On Thu, Apr 04, 2019 at 11:20:38PM +0300, Cyrill Gorcunov wrote:
> > the machine still crashes after this, but not right away.
>
> yes, exactly, if look into disasm code we will see that 0x158
> offset points to hwc from event. Vince, gimme some time, probably
> the weekend so I would dive into the perf code more deeply and
> will try to make some debugging patch for more precise tracking
> of events. The kernel you're running is the latest -tip?

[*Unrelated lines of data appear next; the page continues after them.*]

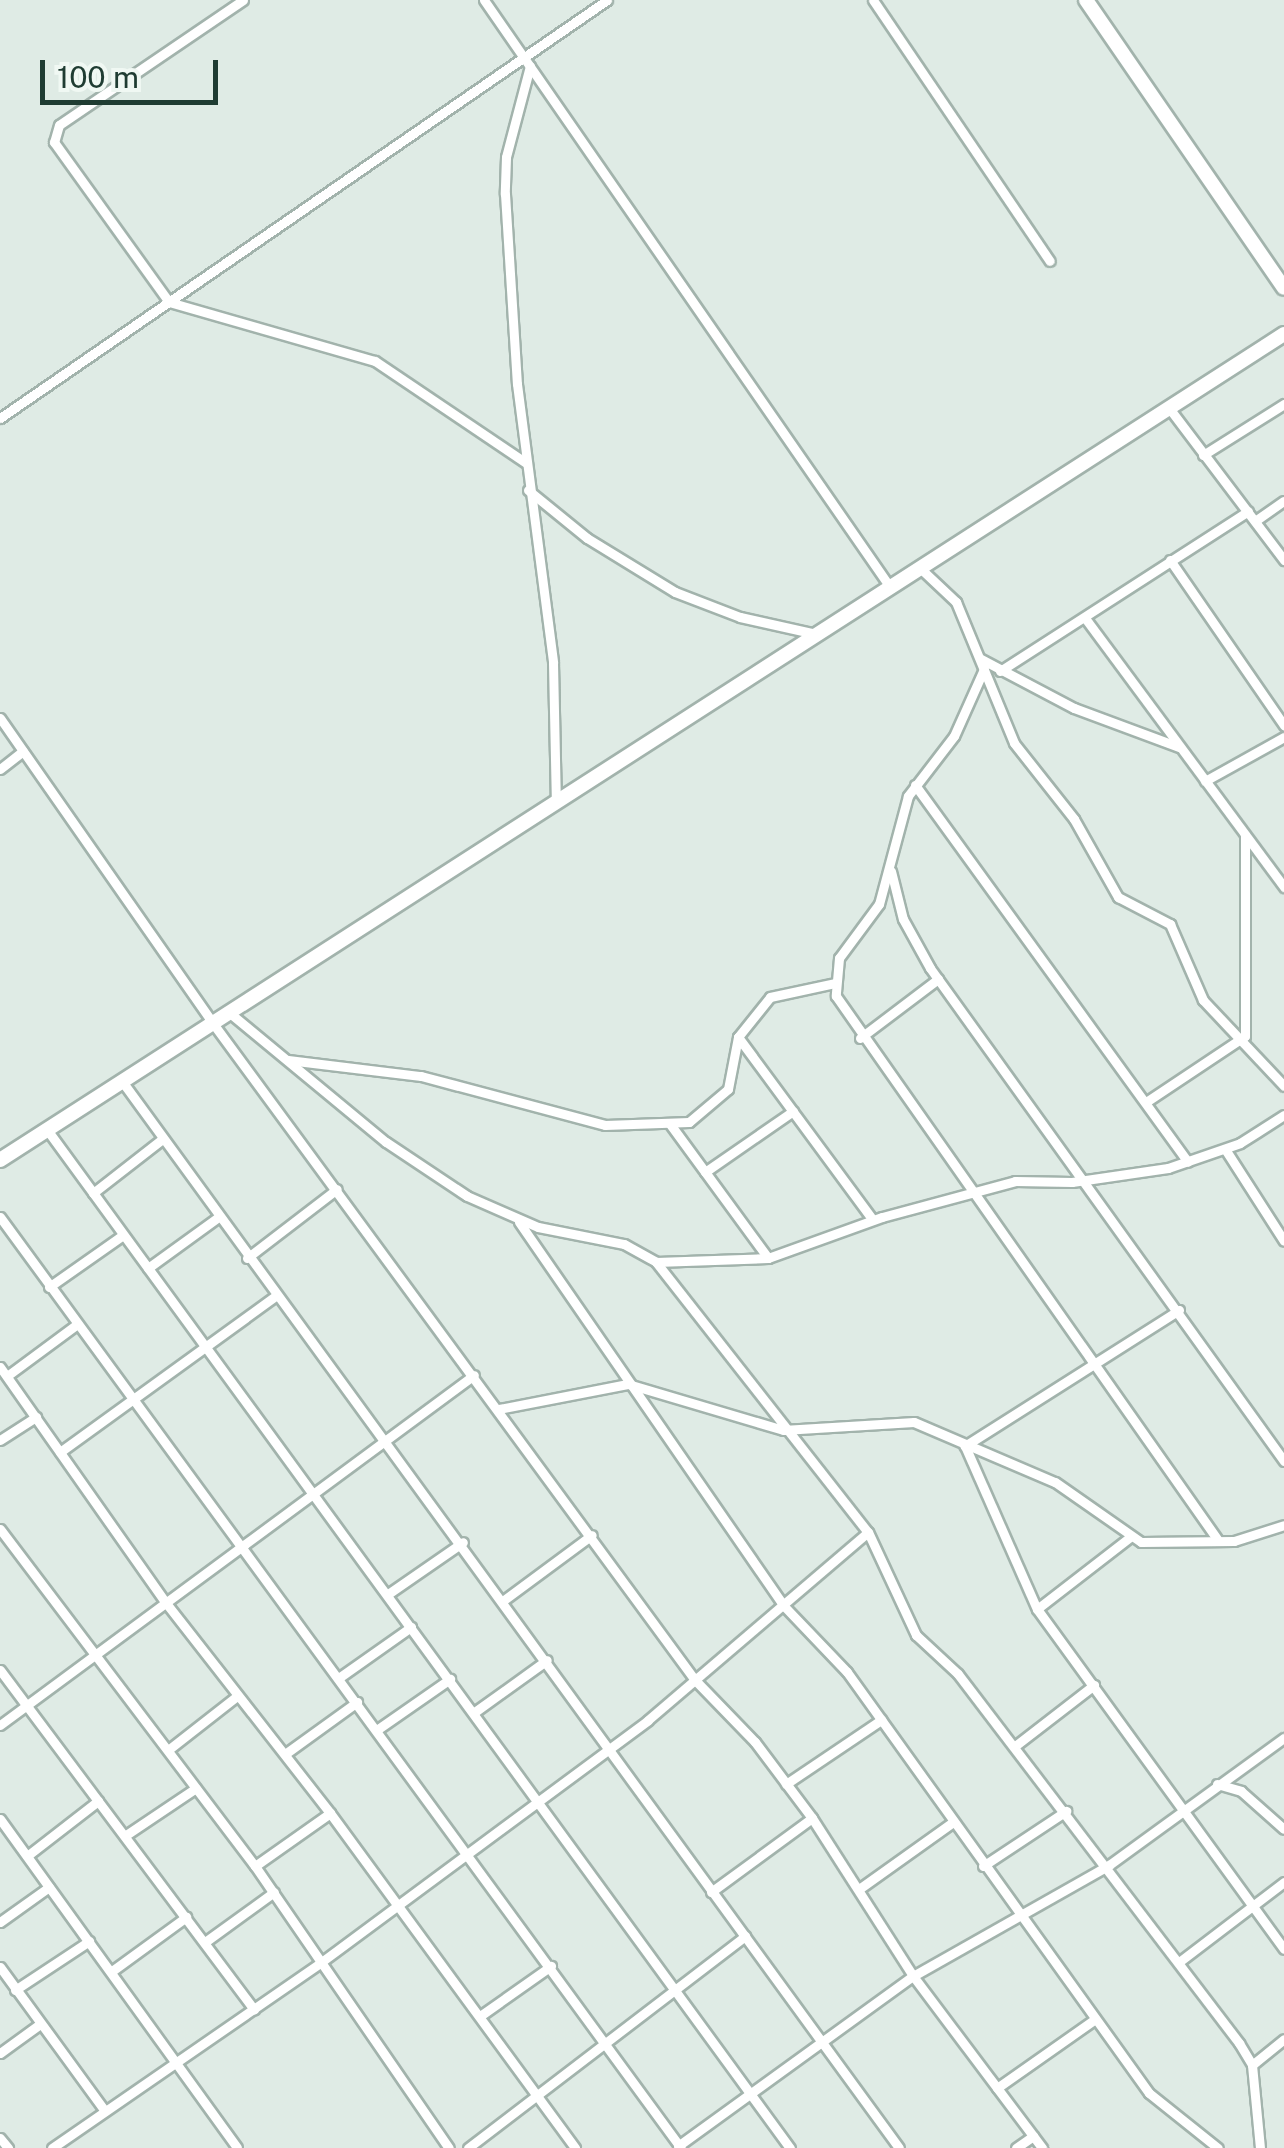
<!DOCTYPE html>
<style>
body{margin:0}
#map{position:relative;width:1284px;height:2148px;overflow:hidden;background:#dfebe5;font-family:"Public Sans",sans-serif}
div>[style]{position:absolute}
.roads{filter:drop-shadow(2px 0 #a2b3ac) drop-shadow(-2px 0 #a2b3ac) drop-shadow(0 2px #a2b3ac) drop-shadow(0 -2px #a2b3ac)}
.street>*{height:9px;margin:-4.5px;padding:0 4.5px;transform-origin:4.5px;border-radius:4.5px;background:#fff}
.secondary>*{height:14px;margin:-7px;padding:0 7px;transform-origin:7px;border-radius:7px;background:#fff}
span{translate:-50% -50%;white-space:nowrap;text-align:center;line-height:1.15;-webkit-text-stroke:10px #f0f8f3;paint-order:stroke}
.scale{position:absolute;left:40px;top:60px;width:178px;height:45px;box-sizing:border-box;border:5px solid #1f3c32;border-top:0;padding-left:12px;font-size:30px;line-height:35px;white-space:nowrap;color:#1f3c32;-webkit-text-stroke:8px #f0f8f3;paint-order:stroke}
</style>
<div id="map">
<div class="roads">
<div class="street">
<div style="left:243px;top:0;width:222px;rotate:145.8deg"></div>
<div style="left:59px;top:125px;width:18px;rotate:106deg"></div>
<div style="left:54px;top:142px;width:197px;rotate:54.3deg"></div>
<div style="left:169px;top:302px;width:214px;rotate:16deg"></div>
<div style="left:375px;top:361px;width:181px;rotate:34deg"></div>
<div style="left:484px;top:0;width:714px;rotate:55.33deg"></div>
<div style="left:873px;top:0;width:315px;rotate:55.9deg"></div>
<div style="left:530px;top:66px;width:94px;rotate:104.8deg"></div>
<div style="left:506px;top:157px;width:37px;rotate:92deg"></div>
<div style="left:505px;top:194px;width:190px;rotate:86.4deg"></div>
<div style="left:517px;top:384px;width:281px;rotate:82.6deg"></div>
<div style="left:553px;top:663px;width:140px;rotate:88.8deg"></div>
<div style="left:1169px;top:408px;width:191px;rotate:52.9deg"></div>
<div style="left:0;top:418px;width:737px;rotate:-34.55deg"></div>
<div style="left:1203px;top:455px;width:96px;rotate:-32.2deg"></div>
<div style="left:528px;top:490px;width:76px;rotate:39.1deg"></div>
<div style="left:587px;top:538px;width:103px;rotate:31.5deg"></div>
<div style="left:675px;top:592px;width:70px;rotate:21deg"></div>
<div style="left:740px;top:617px;width:78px;rotate:12.6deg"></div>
<div style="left:1255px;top:521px;width:35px;rotate:-35deg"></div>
<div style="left:1170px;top:560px;width:201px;rotate:55.4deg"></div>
<div style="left:920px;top:568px;width:50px;rotate:43.4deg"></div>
<div style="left:956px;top:602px;width:152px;rotate:67.6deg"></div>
<div style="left:1014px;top:743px;width:97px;rotate:51.7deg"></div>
<div style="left:1074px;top:819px;width:90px;rotate:60.6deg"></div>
<div style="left:1118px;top:897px;width:59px;rotate:27.4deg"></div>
<div style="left:1170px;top:924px;width:83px;rotate:66.5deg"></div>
<div style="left:1203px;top:1000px;width:118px;rotate:46.7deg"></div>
<div style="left:1085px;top:618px;width:335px;rotate:53.5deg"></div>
<div style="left:981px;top:659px;width:105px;rotate:27.8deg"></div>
<div style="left:1074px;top:708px;width:112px;rotate:20.4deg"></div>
<div style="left:984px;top:669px;width:73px;rotate:114.1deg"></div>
<div style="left:954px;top:736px;width:76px;rotate:127.5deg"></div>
<div style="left:908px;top:796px;width:112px;rotate:105deg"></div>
<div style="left:879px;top:904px;width:67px;rotate:126.5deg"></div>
<div style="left:839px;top:958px;width:38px;rotate:95deg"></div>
<div style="left:836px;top:996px;width:663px;rotate:54.94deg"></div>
<div style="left:1000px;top:671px;width:295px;rotate:-32.8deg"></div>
<div style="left:0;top:718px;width:366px;rotate:55.1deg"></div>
<div style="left:209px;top:1018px;width:821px;rotate:53.72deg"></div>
<div style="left:695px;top:1680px;width:86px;rotate:45.9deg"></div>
<div style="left:755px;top:1742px;width:95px;rotate:53.1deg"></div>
<div style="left:812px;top:1818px;width:188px;rotate:57.4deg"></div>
<div style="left:913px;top:1976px;width:215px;rotate:53.1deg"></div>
<div style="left:0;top:769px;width:29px;rotate:-38deg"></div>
<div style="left:1205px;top:781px;width:90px;rotate:-29.1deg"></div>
<div style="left:915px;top:785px;width:465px;rotate:54.1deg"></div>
<div style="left:891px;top:871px;width:49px;rotate:76deg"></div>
<div style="left:903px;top:919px;width:56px;rotate:61.1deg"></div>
<div style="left:930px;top:968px;width:607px;rotate:54.32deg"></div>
<div style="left:231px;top:1014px;width:201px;rotate:39.6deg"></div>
<div style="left:386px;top:1142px;width:97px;rotate:33.7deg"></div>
<div style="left:467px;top:1196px;width:77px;rotate:23.6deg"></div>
<div style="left:538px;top:1227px;width:88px;rotate:11.2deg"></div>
<div style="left:624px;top:1244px;width:37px;rotate:29deg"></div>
<div style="left:656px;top:1262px;width:343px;rotate:51.9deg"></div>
<div style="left:868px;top:1532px;width:114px;rotate:65deg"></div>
<div style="left:916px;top:1635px;width:57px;rotate:42.9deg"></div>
<div style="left:958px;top:1674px;width:464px;rotate:52.7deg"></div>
<div style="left:1239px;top:2043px;width:26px;rotate:59deg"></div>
<div style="left:1252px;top:2065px;width:83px;rotate:84.5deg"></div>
<div style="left:738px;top:1037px;width:227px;rotate:53.6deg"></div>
<div style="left:860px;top:1038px;width:98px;rotate:-37.1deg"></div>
<div style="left:288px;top:1060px;width:134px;rotate:6.9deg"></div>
<div style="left:421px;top:1076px;width:190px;rotate:14.9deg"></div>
<div style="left:605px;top:1125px;width:84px;rotate:-2deg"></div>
<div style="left:689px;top:1122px;width:51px;rotate:-40.2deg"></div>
<div style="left:728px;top:1089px;width:53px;rotate:-79.1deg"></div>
<div style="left:738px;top:1037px;width:51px;rotate:-51.3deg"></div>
<div style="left:770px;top:997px;width:66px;rotate:-12.2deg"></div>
<div style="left:124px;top:1084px;width:1316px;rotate:53.93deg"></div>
<div style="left:1146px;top:1102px;width:119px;rotate:-33.7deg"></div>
<div style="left:1245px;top:1036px;width:200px;rotate:-90deg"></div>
<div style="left:670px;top:1124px;width:166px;rotate:53.8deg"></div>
<div style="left:48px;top:1131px;width:1259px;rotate:53.89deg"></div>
<div style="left:1225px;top:1149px;width:109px;rotate:57.3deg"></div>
<div style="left:705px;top:1172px;width:107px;rotate:-34.7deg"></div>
<div style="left:93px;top:1193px;width:86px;rotate:-37.9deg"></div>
<div style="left:0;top:1217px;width:1153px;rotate:53.82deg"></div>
<div style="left:519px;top:1222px;width:467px;rotate:55.4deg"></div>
<div style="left:784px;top:1606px;width:91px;rotate:46.3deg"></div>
<div style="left:847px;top:1672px;width:518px;rotate:54.35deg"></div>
<div style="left:1149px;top:2093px;width:88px;rotate:38.6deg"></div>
<div style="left:247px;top:1258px;width:113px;rotate:-37.5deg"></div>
<div style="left:656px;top:1262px;width:112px;rotate:-2deg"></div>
<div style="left:768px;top:1258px;width:121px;rotate:-19.8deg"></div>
<div style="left:882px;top:1217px;width:138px;rotate:-15.1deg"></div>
<div style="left:1015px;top:1181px;width:57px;rotate:1deg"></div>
<div style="left:1072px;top:1182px;width:97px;rotate:-8.3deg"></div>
<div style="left:1168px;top:1168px;width:76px;rotate:-19.1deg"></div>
<div style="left:1240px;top:1143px;width:52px;rotate:-32.5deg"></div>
<div style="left:148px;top:1268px;width:85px;rotate:-35.9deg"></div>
<div style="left:49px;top:1287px;width:90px;rotate:-35.1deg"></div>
<div style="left:1179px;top:1310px;width:254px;rotate:147.6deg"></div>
<div style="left:965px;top:1446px;width:178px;rotate:66.2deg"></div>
<div style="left:1037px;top:1609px;width:420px;rotate:54deg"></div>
<div style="left:0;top:1367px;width:289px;rotate:54.9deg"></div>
<div style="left:166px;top:1603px;width:266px;rotate:52deg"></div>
<div style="left:330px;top:1813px;width:415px;rotate:53.8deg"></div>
<div style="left:7px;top:1376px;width:86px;rotate:-36.5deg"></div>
<div style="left:499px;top:1409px;width:131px;rotate:-11deg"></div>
<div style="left:628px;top:1384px;width:162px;rotate:16.5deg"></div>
<div style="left:783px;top:1430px;width:131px;rotate:-3.5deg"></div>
<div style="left:914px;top:1422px;width:153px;rotate:23.1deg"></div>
<div style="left:1055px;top:1482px;width:105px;rotate:34.9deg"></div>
<div style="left:1141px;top:1542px;width:93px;rotate:-0.6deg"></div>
<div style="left:1234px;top:1541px;width:52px;rotate:-17.7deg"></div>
<div style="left:0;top:1440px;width:43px;rotate:-32.6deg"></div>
<div style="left:60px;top:1452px;width:264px;rotate:-35.9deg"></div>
<div style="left:0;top:1529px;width:423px;rotate:52.9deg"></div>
<div style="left:255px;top:1866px;width:342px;rotate:55.5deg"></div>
<div style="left:388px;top:1594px;width:91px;rotate:-34.7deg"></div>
<div style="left:504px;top:1600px;width:109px;rotate:-36.5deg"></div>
<div style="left:1037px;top:1609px;width:116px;rotate:-37.7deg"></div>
<div style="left:0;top:1670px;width:424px;rotate:53.2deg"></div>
<div style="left:340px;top:1677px;width:87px;rotate:-35.2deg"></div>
<div style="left:476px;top:1711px;width:87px;rotate:-35.7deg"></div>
<div style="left:0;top:1725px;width:589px;rotate:-36.44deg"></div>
<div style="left:378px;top:1729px;width:88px;rotate:-34.8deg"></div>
<div style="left:1015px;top:1746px;width:100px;rotate:-37.7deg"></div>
<div style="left:168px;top:1750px;width:88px;rotate:-38deg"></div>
<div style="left:285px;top:1754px;width:89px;rotate:-35.8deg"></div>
<div style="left:786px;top:1784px;width:115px;rotate:-34deg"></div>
<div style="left:1217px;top:1784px;width:25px;rotate:16deg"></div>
<div style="left:1241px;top:1791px;width:57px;rotate:41.5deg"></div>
<div style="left:0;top:1819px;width:405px;rotate:54.2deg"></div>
<div style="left:126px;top:1835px;width:84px;rotate:-33.9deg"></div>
<div style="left:27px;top:1856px;width:90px;rotate:-37.8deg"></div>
<div style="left:255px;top:1866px;width:92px;rotate:-35.2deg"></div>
<div style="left:983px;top:1866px;width:100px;rotate:-33.5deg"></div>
<div style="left:859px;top:1889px;width:115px;rotate:-35.5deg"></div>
<div style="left:711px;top:1892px;width:125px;rotate:-36.2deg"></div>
<div style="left:0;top:1922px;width:60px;rotate:-35.5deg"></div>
<div style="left:205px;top:1942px;width:85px;rotate:-35.9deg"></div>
<div style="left:1179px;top:1962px;width:132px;rotate:-37.3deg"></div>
<div style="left:0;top:1967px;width:178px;rotate:53.9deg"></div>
<div style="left:112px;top:1971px;width:92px;rotate:-36.1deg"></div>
<div style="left:15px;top:1990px;width:89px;rotate:-33.5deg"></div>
<div style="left:480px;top:2016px;width:87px;rotate:-35.2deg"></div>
<div style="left:0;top:2053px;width:49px;rotate:-35.9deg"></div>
<div style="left:1252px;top:2065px;width:41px;rotate:-39.1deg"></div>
<div style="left:997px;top:2088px;width:120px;rotate:-35.1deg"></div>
<div style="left:0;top:2138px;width:13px;rotate:51deg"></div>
<div style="left:678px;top:2146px;width:290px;rotate:-35.9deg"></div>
<div style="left:913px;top:1976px;width:225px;rotate:-29.5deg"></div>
<div style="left:1109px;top:1865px;width:216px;rotate:-36deg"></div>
<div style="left:52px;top:2148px;width:326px;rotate:-34.6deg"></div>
<div style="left:320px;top:1963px;width:408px;rotate:-36.5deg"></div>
<div style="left:648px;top:1720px;width:289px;rotate:-40.5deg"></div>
<div style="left:468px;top:2148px;width:349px;rotate:-37.4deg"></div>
<div style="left:1016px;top:2148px;width:21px;rotate:-35deg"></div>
</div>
<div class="secondary">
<div style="left:1086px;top:0;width:349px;rotate:55.5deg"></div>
<div style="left:0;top:1160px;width:1527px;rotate:-32.75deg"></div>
</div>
</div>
<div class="scale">100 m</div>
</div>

Vince, could you please disable alias events and see if it change
anything, once you have time? Note once we've aliases disabled the
counter for cpu cycles get used for NMI watchdog so PERF_COUNT_HW_CPU_CYCLES
won't be available in "perf" tool itself, but I guess perf_fuzzer uses
direct kernel syscall.
---
arch/x86/events/intel/p4.c | 2 ++
1 file changed, 2 insertions(+)

Index: linux-tip.git/arch/x86/events/intel/p4.c
===================================================================
--- linux-tip.git.orig/arch/x86/events/intel/p4.c
+++ linux-tip.git/arch/x86/events/intel/p4.c
@@ -622,6 +622,8 @@ static u64 p4_get_alias_event(u64 config
u64 config_match;
int i;

+ return 0;
+
/*
* Only event with special mark is allowed,
* we're to be sure it didn't come as malformed

2019-04-09 16:39:34

by Vince Weaver

[permalink] [raw]
Subject: Re: perf: perf_fuzzer crashes on Pentium 4 systems

On Sun, 7 Apr 2019, Cyrill Gorcunov wrote:

> Vince, could you please disable alias events and see if it change
> anything, once you have time? Note once we've aliases disabled the
> counter for cpu cycles get used for NMI watchdog so PERF_COUNT_HW_CPU_CYCLES
> won't be available in "perf" tool itself, but I guess perf_fuzzer uses
> direct kernel syscall.
> ---
> arch/x86/events/intel/p4.c | 2 ++
> 1 file changed, 2 insertions(+)
>
> Index: linux-tip.git/arch/x86/events/intel/p4.c
> ===================================================================
> --- linux-tip.git.orig/arch/x86/events/intel/p4.c
> +++ linux-tip.git/arch/x86/events/intel/p4.c
> @@ -622,6 +622,8 @@ static u64 p4_get_alias_event(u64 config
> u64 config_match;
> int i;
>
> + return 0;
> +
> /*
> * Only event with special mark is allowed,
> * we're to be sure it didn't come as malformed
>

It still crashes at the same place with this patch and my reproducible
test case.

Vince


2019-04-09 17:01:52

by Cyrill Gorcunov

[permalink] [raw]
Subject: Re: perf: perf_fuzzer crashes on Pentium 4 systems

On Tue, Apr 09, 2019 at 12:38:25PM -0400, Vince Weaver wrote:
>
> It still crashes at the same place with this patch and my reproducible
> test case.

Thank for testing, Vince! At least now we know it is unrelated to
alias events. Will ping you once I get more ideas.